La tempérance d’Alison Moyet se fait jour alors qu’elle fut toujours dans l’esprit de la femme et de l’artiste. I Germinate souligne ainsi sa capacité à se remettre en question, à s’ouvrir. À témoigner aussi, pour sa génération et celles qui l’ont suivie. Y compris celles dites X, Y, Z… Dans Happy Giddy, Alison Moyet égratigne la vie « parfaite » de ces dernières, étalée sur les réseaux sociaux et usant de propos mielleux et de réflexions tournant autour du pot pour faire grimper leur réputation.
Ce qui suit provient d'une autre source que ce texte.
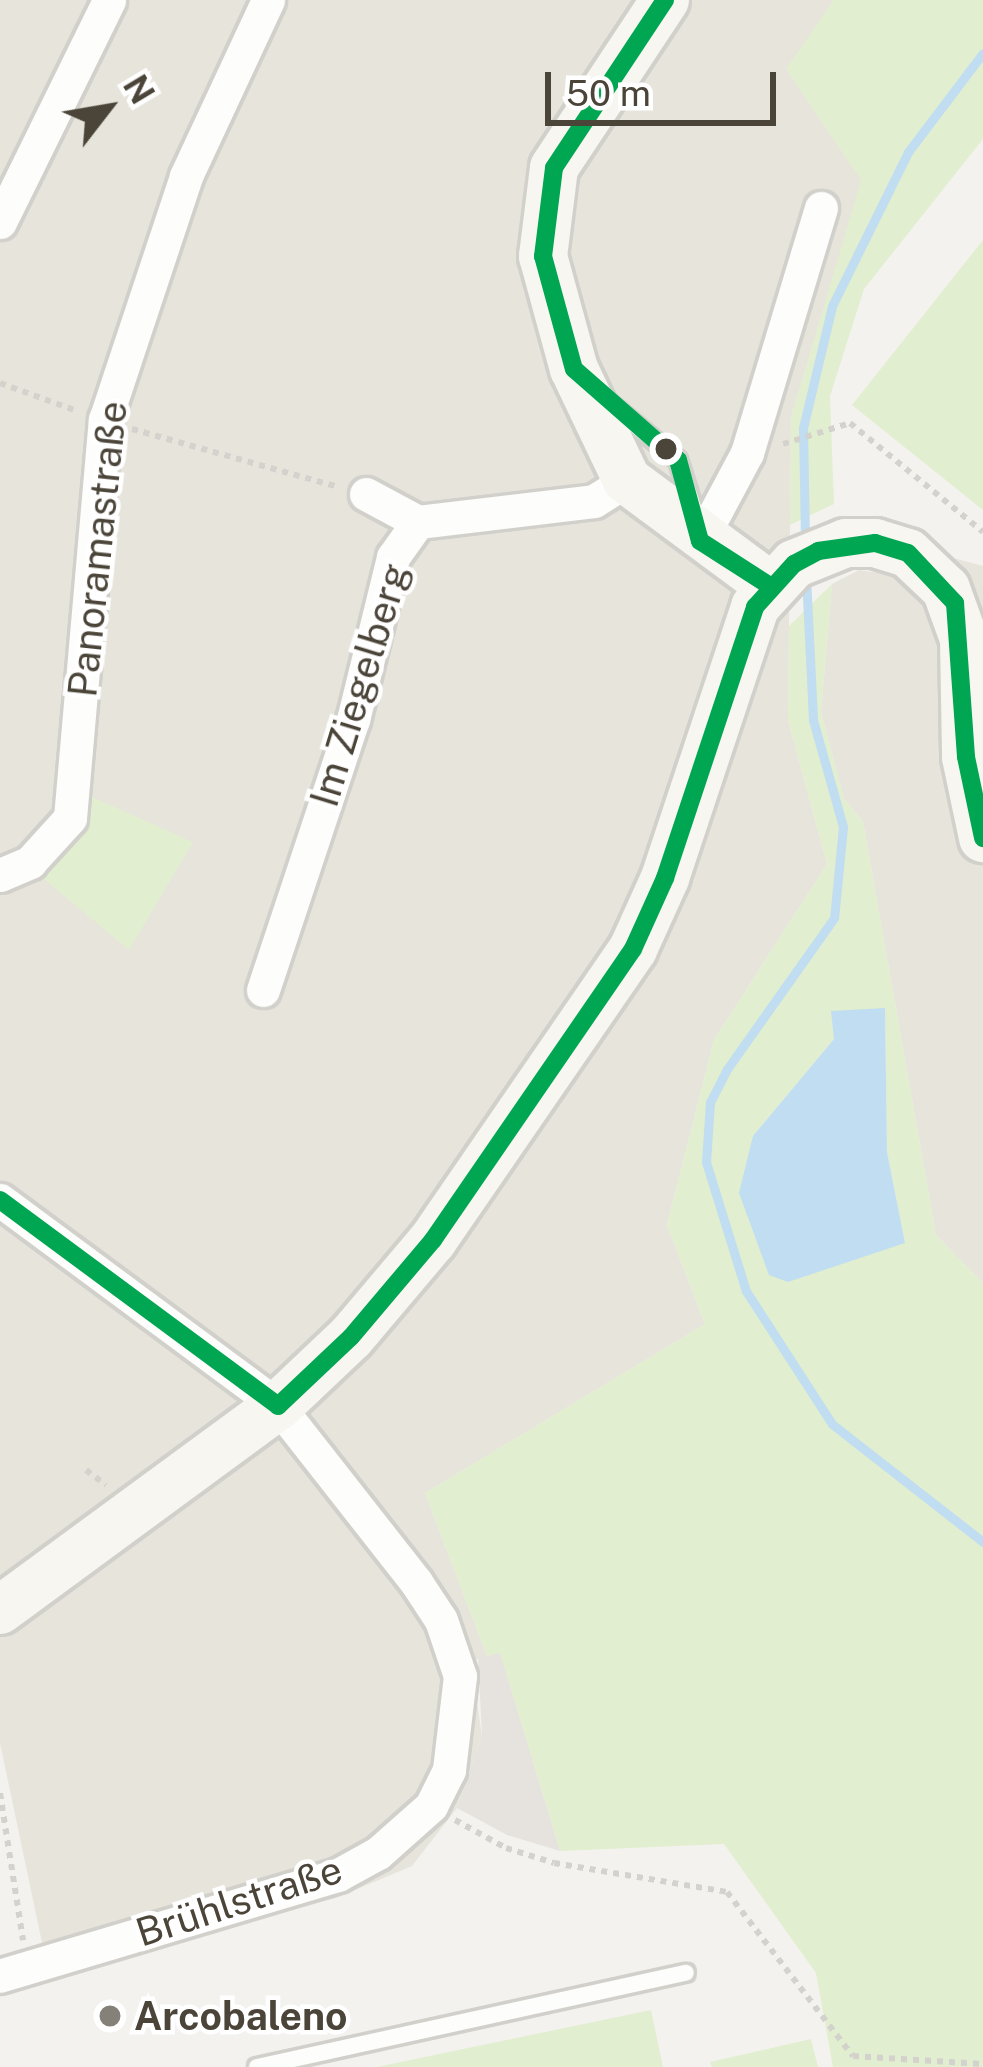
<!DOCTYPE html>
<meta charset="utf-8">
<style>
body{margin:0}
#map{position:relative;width:983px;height:2067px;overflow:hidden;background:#f4f2ee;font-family:"Public Sans",sans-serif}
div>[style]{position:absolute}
.residential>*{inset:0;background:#e7e4dc}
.green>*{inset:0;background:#e1eecf}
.parking>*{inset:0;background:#e6e3df}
.water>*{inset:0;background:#c0ddf1}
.stream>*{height:9px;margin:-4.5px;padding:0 4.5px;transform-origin:4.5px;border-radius:4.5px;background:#c0ddf1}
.path>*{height:6px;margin-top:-3px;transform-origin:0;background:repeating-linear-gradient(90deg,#d3d2cc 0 6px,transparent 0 12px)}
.roads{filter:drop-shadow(3px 0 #d2d0cb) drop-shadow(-3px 0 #d2d0cb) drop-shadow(0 3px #d2d0cb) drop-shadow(0 -3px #d2d0cb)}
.lane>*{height:16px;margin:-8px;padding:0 8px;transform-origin:8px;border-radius:8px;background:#fdfdfc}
.street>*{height:33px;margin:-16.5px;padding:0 16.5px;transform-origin:16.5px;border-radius:16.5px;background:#fdfdfc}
.secondary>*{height:48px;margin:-24px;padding:0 24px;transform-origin:24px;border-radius:24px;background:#f7f6f1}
.bus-1>*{height:18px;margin:-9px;padding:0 9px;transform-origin:9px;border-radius:9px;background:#00a651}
.dots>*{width:33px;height:33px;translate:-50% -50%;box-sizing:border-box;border:6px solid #fff;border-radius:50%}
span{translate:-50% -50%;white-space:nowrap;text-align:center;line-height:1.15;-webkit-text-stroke:9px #fff;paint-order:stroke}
.street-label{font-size:39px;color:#4b4439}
.poi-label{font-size:39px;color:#4b4439;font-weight:700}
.left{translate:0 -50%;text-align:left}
.north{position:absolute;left:48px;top:48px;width:120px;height:120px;-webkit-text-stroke:9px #fff;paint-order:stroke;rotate:59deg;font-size:33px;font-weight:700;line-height:48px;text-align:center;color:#4b4439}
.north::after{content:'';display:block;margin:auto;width:42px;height:54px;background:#4b4439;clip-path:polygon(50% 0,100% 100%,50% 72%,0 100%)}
.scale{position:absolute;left:545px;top:72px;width:231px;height:54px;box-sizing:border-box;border:6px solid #4b4439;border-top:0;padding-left:15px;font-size:36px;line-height:42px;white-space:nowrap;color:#4b4439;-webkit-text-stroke:9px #fff;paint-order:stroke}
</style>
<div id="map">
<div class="residential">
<i style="clip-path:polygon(0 0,834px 0,787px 69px,862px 180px,791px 418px,788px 720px,827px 864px,714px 1040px,667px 1225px,705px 1324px,425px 1493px,487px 1656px,471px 1661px,482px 1736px,457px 1808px,412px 1866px,336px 1898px,49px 1976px,0 1743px)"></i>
<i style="clip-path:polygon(923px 550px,983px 566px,983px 1283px,936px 1235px,863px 822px,844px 799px,821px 712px,832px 584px,859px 570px,888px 574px)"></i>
</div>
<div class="green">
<i style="clip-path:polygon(834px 0,983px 0,983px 139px,864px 289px,830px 396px,834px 504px,790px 525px,791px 418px,861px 180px,786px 69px)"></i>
<i style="clip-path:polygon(983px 240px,983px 510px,852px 405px)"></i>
<i style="clip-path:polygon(evenodd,832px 584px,821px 712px,844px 799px,863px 822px,936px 1235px,983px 1283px,983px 2067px,833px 2067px,816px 1973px,724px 1844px,560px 1851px,500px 1654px,487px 1656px,425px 1493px,705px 1324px,667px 1225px,714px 1040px,827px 864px,788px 720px,789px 626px,832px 584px,885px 1008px,887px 1152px,905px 1243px,753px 1136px,834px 1039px,885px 1008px)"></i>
<i style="clip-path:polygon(92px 797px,193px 842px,129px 950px,39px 875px,79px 833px)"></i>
<i style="clip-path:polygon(651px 2010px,663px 2067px,377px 2067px)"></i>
<i style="clip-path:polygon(811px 2039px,818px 2067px,712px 2067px,710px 2062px)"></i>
</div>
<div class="parking">
<i style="clip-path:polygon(500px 1653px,560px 1851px,507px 1835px,457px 1808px,482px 1736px,478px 1658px)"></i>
</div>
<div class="water">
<i style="clip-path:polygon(885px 1008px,887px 1152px,905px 1243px,788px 1282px,769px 1275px,739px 1193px,753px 1136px,834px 1039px,831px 1011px)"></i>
</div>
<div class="stream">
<i style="left:805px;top:541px;width:113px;rotate:-91deg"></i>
<i style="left:803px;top:428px;width:125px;rotate:-76.6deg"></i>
<i style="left:832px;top:306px;width:172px;rotate:-63.7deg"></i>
<i style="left:908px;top:152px;width:124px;rotate:-52.9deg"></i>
<i style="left:806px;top:576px;width:144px;rotate:87.2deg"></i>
<i style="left:813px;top:720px;width:111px;rotate:74.3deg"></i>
<i style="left:843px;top:827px;width:91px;rotate:95.6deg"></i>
<i style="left:834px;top:918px;width:185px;rotate:125.3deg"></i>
<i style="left:727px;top:1069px;width:37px;rotate:117deg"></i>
<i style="left:710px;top:1102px;width:60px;rotate:93.8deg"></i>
<i style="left:706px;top:1162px;width:135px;rotate:72.8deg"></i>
<i style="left:746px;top:1291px;width:158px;rotate:57.1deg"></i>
<i style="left:832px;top:1424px;width:192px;rotate:38deg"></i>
</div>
<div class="path">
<i style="left:0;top:383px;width:79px;rotate:20deg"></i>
<i style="left:132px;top:429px;width:215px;rotate:15.7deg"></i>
<i style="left:783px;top:444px;width:70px;rotate:-17.4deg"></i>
<i style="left:850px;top:423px;width:172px;rotate:39.3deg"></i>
<i style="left:86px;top:1470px;width:25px;rotate:37deg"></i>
<i style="left:0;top:1793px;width:149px;rotate:81.1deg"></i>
<i style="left:455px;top:1820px;width:58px;rotate:28.8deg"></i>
<i style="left:506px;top:1848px;width:50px;rotate:17.4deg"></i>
<i style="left:554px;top:1863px;width:175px;rotate:9.5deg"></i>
<i style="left:727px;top:1892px;width:207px;rotate:52.5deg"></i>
<i style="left:853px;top:2056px;width:130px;rotate:3.5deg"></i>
</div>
<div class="roads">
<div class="lane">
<i style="left:605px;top:400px;width:94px;rotate:39.4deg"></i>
<i style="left:678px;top:460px;width:60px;rotate:72.5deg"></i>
<i style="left:257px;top:2067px;width:439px;rotate:-12.4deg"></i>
</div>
<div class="street">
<i style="left:0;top:222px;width:247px;rotate:-63.8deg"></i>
<i style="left:366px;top:494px;width:59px;rotate:28.3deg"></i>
<i style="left:700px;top:541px;width:100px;rotate:-61.9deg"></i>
<i style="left:747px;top:453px;width:256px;rotate:-73.2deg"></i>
<i style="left:0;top:875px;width:33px;rotate:-23deg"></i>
<i style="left:30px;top:862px;width:59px;rotate:-47.7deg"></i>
<i style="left:70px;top:818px;width:400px;rotate:-85deg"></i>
<i style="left:105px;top:420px;width:257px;rotate:-71.6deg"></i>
<i style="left:186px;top:176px;width:194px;rotate:-65deg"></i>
<i style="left:263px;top:990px;width:285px;rotate:-71.6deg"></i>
<i style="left:353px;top:720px;width:168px;rotate:-76.2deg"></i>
<i style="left:393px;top:557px;width:43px;rotate:-54.5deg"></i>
<i style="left:418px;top:522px;width:177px;rotate:-6.8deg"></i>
<i style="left:594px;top:501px;width:39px;rotate:-32deg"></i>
<i style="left:0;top:1200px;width:346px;rotate:36.5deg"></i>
<i style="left:278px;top:1406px;width:224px;rotate:51.9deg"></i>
<i style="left:416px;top:1582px;width:45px;rotate:56.7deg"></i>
<i style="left:441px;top:1620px;width:59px;rotate:71.3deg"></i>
<i style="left:460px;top:1676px;width:95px;rotate:96.7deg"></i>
<i style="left:449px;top:1770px;width:40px;rotate:116.6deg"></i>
<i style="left:431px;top:1806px;width:71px;rotate:138.4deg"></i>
<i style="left:378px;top:1853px;width:46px;rotate:151.2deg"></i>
<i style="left:338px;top:1875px;width:353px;rotate:163.4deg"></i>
</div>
<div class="secondary">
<i style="left:665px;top:0;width:201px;rotate:123.5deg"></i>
<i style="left:554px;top:168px;width:89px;rotate:97.1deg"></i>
<i style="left:543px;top:256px;width:117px;rotate:74.7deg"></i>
<i style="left:574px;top:369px;width:123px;rotate:64.5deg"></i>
<i style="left:627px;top:480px;width:178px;rotate:36.5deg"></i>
<i style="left:0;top:1610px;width:345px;rotate:-36.3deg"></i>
<i style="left:278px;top:1406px;width:100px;rotate:-43.4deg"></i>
<i style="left:351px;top:1337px;width:127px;rotate:-49.8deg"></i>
<i style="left:433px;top:1240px;width:353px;rotate:-55.5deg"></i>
<i style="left:633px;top:949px;width:78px;rotate:-65.7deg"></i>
<i style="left:665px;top:878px;width:286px;rotate:-71.6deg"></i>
<i style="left:755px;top:607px;width:58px;rotate:-47.8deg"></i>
<i style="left:794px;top:564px;width:56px;rotate:-22deg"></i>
<i style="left:846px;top:543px;width:29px"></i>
<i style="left:875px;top:543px;width:34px;rotate:17deg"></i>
<i style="left:908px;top:553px;width:52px;rotate:43.5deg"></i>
<i style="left:946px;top:589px;width:53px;rotate:70.2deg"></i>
<i style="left:964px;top:639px;width:118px;rotate:89deg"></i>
<i style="left:966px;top:757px;width:83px;rotate:78.1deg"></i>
</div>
</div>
<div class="bus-1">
<i style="left:665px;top:0;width:201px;rotate:123.5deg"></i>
<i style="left:554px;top:168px;width:89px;rotate:97.1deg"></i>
<i style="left:543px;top:256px;width:117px;rotate:74.7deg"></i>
<i style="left:574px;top:369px;width:138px;rotate:41.2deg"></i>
<i style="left:678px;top:460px;width:84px;rotate:74.8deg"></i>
<i style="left:700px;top:541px;width:83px;rotate:32.7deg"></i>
<i style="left:0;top:1200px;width:346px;rotate:36.5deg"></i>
<i style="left:278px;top:1406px;width:100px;rotate:-43.4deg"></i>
<i style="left:351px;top:1337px;width:127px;rotate:-49.8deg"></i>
<i style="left:433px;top:1240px;width:353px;rotate:-55.5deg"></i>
<i style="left:633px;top:949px;width:78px;rotate:-65.7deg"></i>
<i style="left:665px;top:878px;width:286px;rotate:-71.6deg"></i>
<i style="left:755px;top:607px;width:58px;rotate:-47.8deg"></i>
<i style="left:794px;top:564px;width:27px;rotate:-28deg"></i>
<i style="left:818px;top:551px;width:58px;rotate:-8deg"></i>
<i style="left:875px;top:543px;width:34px;rotate:17deg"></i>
<i style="left:908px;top:553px;width:69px;rotate:46.8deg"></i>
<i style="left:955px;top:603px;width:154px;rotate:85.9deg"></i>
<i style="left:966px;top:757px;width:83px;rotate:78.1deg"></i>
</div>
<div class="dots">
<i style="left:666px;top:449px;background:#4b4439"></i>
<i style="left:110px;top:2016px;background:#868178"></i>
</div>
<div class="street-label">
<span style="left:98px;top:549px;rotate:-84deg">Panoramastraße</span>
<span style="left:360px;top:685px;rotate:-73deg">Im Ziegelberg</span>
<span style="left:239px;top:1901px;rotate:-18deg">Brühlstraße</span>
</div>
<div class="poi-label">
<span class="left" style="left:134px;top:2016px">Arcobaleno</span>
</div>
<div class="north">N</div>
<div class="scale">50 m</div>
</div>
Et se grimper finalement les uns sur les autres.

Être la seule pour fédérer les seuls autres

Alison Moyet n’a pas coutume de faire dans la dentelle. Une fois de plus, elle le confirme dans Other en assumant complètement son franc-parler et ses perspectives. À l’instar de son titre Beautiful Gun pour lequel certains commentateurs ont pu percevoir un double sens pouvant porter à confusion. Pas pour elle. Mais là où ceux-ci voient une évocation phallique, Alison Moyet préfère en rire et souligner la lâcheté de ceux menaçant la vie de quelqu’un avec une arme.

« Je préfère rester grossière et continuer à parler de toutes ces choses que vous n’aimez pas plutôt que de me retrouver en concert face à un public qui viendrait écouter Céline Dion et d’autres choses. Je préfère me produire devant un public plus restreint qui comprend que je suis une artiste qui s’exprime elle-même et librement de la même façon que je respecte quiconque faisant la même chose ».

Dans les yeux d’un Lover, Go. À travers votre seul regard, voyez et vibrez avec toute la diversité de cette réalité qui vous entoure. Plus en vie qu’en ligne. Ces Reassuring Pinches seront sans doute celles qui vous éviteront le nœud coulant d’être l’autre. Pour être vous, Alive, dans les échos façon Depeche Mode. À la manière d’une ère dont certaines des luttes méritent plus que d’être tout simplement oubliées.